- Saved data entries
####################

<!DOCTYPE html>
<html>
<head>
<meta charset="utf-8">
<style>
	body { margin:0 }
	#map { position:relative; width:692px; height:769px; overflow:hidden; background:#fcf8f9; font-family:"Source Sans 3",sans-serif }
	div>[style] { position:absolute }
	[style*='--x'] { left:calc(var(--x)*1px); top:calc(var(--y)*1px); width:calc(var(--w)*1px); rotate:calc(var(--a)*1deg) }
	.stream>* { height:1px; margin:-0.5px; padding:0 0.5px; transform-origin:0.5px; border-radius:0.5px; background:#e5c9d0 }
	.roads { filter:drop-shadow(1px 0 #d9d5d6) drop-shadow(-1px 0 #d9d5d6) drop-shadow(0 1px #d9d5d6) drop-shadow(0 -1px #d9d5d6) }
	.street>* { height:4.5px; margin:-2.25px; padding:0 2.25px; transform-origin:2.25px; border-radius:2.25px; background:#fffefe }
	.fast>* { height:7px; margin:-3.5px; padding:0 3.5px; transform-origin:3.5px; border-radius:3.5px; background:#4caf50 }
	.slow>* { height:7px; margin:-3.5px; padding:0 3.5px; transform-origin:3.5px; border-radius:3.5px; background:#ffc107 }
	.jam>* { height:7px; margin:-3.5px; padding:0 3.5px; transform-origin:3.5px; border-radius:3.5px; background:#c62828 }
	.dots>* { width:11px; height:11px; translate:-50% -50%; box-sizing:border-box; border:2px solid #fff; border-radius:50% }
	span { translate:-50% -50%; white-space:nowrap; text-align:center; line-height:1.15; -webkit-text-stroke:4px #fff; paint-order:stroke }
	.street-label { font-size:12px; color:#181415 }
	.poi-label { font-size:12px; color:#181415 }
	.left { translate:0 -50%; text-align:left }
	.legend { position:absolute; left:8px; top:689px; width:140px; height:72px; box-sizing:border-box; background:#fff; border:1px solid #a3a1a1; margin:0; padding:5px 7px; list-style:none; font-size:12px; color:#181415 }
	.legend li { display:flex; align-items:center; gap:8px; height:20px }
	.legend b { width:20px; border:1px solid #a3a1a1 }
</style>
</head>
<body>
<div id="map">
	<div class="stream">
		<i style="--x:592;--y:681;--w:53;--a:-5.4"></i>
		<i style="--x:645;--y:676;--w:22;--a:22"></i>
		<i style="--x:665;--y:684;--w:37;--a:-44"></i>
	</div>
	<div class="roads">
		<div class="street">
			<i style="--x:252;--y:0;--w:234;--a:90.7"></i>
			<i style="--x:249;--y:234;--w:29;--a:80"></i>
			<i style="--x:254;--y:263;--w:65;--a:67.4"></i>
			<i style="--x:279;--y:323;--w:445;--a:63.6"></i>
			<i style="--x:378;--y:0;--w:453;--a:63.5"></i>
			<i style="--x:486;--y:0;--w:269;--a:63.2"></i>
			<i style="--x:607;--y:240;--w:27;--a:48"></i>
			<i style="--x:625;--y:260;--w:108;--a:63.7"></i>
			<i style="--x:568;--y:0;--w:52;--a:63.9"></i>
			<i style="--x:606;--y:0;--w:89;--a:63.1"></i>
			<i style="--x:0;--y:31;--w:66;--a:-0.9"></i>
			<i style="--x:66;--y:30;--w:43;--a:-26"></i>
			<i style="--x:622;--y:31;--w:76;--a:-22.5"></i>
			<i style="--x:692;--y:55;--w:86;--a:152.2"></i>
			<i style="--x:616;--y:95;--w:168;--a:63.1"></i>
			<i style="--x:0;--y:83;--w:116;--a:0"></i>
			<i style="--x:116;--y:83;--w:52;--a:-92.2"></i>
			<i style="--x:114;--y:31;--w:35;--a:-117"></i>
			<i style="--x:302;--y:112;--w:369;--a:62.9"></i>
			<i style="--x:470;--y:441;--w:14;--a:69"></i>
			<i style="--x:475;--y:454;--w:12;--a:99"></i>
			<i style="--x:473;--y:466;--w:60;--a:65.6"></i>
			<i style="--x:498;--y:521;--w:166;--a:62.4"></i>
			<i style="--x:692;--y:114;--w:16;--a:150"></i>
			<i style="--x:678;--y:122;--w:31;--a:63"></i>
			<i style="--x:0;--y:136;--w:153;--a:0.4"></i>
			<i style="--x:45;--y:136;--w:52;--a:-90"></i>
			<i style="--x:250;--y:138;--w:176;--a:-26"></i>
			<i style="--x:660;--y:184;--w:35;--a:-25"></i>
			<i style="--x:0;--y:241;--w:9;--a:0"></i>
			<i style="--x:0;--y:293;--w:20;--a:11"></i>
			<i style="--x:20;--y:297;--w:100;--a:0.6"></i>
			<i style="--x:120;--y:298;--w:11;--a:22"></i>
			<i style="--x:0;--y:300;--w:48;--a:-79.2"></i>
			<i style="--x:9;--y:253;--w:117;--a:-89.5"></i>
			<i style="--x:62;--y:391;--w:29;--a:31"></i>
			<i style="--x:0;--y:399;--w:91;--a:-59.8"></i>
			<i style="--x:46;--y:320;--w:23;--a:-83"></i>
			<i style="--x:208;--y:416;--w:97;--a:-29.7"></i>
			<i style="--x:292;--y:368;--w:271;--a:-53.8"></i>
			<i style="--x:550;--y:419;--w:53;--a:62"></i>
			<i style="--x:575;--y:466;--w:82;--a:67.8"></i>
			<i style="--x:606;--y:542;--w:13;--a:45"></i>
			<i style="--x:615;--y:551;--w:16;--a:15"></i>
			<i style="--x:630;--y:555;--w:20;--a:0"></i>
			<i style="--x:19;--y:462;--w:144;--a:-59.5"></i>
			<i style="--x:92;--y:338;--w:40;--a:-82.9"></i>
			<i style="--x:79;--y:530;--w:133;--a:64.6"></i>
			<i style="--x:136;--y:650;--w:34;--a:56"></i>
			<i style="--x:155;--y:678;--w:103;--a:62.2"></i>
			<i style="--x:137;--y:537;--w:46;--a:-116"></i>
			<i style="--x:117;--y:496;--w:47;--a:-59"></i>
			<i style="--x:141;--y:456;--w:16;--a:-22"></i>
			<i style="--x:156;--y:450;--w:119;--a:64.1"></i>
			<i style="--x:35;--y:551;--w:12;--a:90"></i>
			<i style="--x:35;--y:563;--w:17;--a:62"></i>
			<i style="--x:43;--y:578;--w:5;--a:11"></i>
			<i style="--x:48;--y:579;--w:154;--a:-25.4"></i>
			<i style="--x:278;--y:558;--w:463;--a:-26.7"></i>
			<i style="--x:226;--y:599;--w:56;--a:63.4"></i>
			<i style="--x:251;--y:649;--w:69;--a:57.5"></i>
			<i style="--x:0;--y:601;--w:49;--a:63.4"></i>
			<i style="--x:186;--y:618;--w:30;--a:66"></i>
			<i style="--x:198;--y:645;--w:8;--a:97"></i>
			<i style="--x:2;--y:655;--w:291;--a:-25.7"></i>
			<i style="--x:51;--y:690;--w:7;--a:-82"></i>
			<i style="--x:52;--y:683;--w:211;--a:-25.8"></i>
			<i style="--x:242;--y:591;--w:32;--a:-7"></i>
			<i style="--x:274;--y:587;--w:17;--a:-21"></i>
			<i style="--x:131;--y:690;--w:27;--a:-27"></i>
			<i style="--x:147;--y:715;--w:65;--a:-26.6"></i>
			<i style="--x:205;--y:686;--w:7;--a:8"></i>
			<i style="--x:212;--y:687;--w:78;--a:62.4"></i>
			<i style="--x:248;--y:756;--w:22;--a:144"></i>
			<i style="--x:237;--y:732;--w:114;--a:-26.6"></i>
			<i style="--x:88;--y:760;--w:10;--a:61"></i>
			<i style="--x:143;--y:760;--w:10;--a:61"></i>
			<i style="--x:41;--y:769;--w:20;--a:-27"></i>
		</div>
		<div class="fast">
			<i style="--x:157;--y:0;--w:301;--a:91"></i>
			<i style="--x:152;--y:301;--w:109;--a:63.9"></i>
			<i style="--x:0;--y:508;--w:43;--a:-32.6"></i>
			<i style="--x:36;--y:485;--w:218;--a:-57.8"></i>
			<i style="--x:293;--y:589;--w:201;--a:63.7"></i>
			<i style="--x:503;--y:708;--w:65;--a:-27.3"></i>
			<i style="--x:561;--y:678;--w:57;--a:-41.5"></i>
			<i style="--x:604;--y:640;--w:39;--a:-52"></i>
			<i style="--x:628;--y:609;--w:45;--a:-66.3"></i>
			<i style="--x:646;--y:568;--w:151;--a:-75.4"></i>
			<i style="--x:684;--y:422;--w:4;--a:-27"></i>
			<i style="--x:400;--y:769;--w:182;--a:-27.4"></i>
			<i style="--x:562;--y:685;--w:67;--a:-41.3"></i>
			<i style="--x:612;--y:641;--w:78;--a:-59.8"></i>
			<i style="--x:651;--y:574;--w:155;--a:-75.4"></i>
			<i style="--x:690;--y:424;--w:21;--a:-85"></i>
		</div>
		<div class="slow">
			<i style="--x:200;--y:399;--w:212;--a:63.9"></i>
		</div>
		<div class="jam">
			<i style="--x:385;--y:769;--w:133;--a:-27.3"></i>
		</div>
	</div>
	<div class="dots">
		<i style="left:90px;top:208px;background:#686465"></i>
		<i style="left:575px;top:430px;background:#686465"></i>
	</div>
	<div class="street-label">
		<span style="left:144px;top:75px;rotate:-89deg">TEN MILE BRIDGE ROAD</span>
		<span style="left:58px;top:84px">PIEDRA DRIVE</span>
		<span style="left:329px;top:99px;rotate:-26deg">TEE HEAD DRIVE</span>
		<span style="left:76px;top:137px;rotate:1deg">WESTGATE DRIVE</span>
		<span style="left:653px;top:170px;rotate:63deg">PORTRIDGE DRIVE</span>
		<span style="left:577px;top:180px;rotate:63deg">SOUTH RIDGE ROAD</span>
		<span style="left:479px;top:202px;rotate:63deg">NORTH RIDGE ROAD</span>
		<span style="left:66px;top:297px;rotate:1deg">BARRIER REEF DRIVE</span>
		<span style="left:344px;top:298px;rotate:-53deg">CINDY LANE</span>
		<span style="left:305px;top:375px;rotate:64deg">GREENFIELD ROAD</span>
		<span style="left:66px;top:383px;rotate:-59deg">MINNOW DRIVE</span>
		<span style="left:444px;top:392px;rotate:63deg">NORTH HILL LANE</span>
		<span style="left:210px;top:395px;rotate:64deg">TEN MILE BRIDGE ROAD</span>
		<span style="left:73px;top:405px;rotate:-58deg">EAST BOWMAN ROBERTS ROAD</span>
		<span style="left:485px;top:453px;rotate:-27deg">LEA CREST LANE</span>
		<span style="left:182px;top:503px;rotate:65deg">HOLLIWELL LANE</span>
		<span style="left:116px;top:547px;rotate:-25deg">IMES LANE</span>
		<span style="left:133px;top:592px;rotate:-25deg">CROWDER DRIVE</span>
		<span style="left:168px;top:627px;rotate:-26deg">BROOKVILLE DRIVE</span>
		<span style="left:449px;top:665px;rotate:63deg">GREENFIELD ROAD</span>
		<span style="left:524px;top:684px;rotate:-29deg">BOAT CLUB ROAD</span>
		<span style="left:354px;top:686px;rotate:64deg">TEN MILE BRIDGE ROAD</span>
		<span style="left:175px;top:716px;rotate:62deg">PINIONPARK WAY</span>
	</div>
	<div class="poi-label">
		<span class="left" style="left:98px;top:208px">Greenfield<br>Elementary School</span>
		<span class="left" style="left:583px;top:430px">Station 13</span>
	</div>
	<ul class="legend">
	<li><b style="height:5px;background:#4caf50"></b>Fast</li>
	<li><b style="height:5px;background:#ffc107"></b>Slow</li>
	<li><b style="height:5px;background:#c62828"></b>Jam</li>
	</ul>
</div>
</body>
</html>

####################

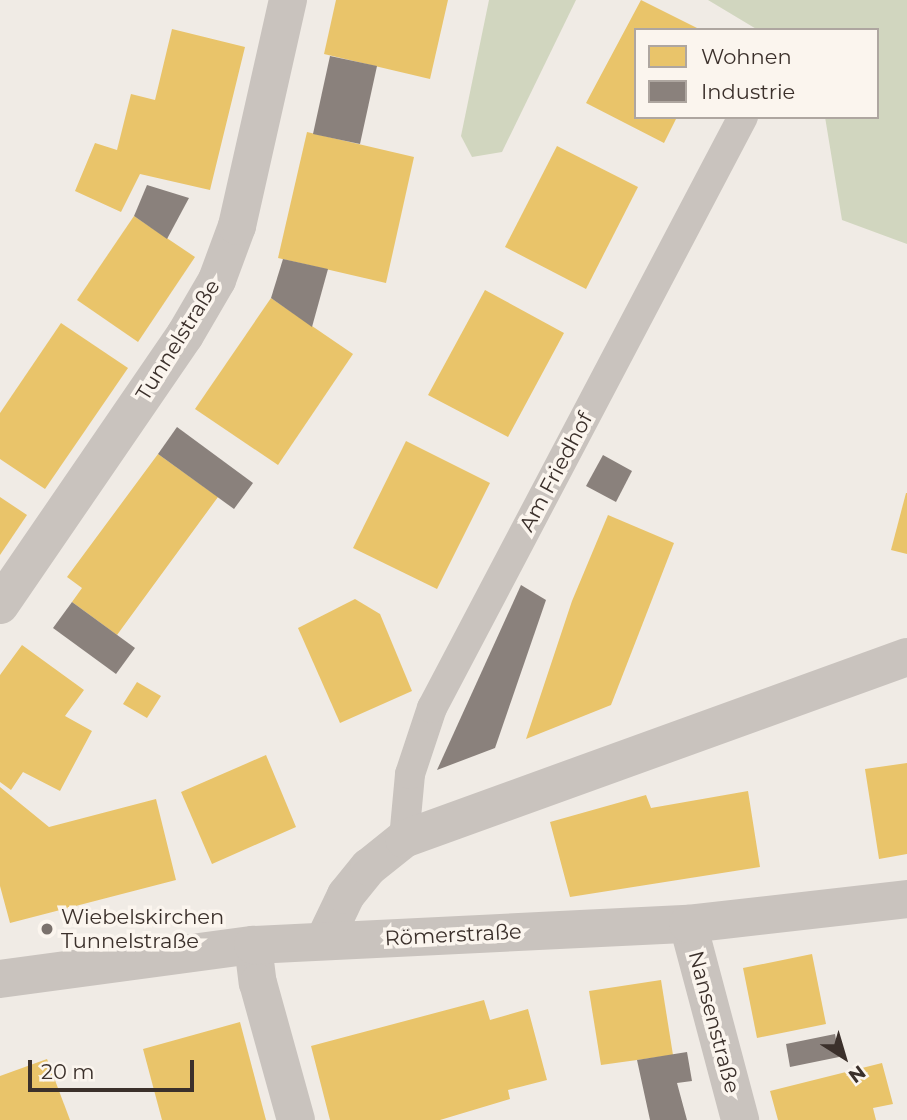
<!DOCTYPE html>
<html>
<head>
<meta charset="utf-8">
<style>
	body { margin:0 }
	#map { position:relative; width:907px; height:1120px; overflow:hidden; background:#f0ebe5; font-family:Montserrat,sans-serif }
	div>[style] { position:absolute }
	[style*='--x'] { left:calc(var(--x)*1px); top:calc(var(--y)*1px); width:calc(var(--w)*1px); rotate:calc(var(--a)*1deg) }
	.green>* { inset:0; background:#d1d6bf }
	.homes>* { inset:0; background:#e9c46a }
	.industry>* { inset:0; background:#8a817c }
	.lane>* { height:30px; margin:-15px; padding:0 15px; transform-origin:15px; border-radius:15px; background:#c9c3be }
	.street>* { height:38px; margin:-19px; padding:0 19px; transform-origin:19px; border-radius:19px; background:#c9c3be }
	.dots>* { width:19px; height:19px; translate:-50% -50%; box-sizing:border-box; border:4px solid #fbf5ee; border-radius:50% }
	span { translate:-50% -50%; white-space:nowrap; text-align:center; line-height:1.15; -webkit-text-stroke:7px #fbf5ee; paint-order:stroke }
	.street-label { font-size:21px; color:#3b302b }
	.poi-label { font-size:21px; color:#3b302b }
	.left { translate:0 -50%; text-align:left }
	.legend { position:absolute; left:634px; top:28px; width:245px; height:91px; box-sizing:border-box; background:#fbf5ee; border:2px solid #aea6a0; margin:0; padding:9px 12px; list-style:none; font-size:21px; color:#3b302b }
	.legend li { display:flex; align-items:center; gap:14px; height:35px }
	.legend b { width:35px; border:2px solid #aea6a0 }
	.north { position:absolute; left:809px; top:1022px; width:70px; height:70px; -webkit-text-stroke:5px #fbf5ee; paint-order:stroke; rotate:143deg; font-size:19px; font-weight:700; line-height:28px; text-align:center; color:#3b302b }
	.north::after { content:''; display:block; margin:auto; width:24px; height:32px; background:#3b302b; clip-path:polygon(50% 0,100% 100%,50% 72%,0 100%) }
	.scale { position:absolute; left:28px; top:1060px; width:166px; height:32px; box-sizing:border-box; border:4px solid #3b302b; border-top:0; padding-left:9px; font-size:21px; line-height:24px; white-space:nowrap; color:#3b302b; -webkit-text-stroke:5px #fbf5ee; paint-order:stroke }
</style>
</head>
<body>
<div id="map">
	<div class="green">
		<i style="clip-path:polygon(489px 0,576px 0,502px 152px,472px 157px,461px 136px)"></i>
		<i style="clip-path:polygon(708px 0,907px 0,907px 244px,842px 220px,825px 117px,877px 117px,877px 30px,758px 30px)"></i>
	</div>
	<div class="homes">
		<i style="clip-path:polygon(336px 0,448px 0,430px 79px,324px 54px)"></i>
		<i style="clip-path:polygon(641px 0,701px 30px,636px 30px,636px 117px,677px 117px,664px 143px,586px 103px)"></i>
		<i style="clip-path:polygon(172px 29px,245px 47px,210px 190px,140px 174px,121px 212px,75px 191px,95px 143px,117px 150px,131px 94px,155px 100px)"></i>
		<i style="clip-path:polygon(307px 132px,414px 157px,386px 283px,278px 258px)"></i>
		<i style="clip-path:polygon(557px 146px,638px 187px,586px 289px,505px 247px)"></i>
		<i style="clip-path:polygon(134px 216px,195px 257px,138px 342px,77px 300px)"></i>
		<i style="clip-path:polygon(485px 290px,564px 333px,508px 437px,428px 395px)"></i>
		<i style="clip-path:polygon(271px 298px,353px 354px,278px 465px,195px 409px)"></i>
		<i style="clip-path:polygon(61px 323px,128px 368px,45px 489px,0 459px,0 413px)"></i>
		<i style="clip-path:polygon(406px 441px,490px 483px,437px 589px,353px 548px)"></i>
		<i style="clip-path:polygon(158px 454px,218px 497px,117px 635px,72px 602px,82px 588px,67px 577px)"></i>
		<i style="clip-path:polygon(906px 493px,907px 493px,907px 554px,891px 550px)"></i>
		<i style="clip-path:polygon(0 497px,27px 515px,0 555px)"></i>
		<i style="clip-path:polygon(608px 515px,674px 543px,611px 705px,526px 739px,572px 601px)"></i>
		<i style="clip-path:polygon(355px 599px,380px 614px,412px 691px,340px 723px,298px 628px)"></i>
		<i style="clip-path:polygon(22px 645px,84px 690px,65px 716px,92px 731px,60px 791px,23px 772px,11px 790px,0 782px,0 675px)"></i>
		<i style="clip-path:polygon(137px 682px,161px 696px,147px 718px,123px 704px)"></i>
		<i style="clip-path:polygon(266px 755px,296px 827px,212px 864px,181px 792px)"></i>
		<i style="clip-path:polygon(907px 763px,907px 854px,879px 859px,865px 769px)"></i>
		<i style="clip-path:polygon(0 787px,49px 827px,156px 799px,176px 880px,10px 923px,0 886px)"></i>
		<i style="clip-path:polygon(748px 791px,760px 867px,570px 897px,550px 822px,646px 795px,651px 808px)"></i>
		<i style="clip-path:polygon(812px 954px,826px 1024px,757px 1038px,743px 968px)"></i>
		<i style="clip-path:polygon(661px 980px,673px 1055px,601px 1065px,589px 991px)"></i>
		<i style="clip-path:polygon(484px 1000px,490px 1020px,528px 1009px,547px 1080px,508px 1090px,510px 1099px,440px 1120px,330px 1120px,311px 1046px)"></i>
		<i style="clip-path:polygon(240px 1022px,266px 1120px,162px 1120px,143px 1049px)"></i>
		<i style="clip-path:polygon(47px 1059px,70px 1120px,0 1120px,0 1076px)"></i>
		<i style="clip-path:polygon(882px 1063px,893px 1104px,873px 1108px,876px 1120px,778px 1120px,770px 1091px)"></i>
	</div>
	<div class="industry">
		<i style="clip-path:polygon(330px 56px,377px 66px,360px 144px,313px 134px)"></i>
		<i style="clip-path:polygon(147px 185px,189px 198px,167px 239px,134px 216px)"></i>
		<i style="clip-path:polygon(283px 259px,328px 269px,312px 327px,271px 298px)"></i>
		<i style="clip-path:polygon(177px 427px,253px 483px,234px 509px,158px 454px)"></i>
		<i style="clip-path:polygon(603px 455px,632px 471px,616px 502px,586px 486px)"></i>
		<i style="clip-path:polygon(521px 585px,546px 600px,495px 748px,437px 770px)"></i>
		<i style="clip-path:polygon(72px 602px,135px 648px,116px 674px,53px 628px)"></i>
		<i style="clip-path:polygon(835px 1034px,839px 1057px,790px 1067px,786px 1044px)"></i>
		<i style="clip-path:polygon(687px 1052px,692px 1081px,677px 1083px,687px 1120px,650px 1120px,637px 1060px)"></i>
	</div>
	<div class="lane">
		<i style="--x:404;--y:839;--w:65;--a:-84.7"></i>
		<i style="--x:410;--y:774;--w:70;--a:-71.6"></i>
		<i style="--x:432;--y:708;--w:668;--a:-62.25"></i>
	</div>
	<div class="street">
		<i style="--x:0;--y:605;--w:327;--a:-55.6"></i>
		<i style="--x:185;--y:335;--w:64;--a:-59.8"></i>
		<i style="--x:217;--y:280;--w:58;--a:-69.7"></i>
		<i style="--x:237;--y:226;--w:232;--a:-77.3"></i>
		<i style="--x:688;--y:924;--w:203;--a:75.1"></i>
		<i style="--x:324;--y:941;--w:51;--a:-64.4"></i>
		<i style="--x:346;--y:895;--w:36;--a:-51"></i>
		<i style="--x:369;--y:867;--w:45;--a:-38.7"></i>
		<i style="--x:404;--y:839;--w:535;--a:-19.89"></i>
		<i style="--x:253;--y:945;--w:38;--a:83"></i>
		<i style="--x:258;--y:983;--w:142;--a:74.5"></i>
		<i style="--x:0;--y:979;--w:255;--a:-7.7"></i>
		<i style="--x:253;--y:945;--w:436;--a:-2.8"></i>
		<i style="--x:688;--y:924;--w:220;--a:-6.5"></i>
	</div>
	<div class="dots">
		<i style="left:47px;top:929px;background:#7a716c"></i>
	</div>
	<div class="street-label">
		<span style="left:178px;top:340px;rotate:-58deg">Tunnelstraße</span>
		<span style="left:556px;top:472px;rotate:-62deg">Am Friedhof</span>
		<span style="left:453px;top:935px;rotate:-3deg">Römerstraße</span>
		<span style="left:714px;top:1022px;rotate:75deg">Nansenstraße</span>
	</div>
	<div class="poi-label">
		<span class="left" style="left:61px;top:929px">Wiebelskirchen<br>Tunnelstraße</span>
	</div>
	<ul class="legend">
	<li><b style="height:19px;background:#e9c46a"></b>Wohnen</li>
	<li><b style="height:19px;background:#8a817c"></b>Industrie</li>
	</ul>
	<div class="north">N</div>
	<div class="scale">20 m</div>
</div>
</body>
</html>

####################

- PROBLEM DESCRIPTION
Search the entries for "flex" and copy each matching line.

- ANSWER SECTION
	.legend li { display:flex; align-items:center; gap:8px; height:20px }
	.legend li { display:flex; align-items:center; gap:14px; height:35px }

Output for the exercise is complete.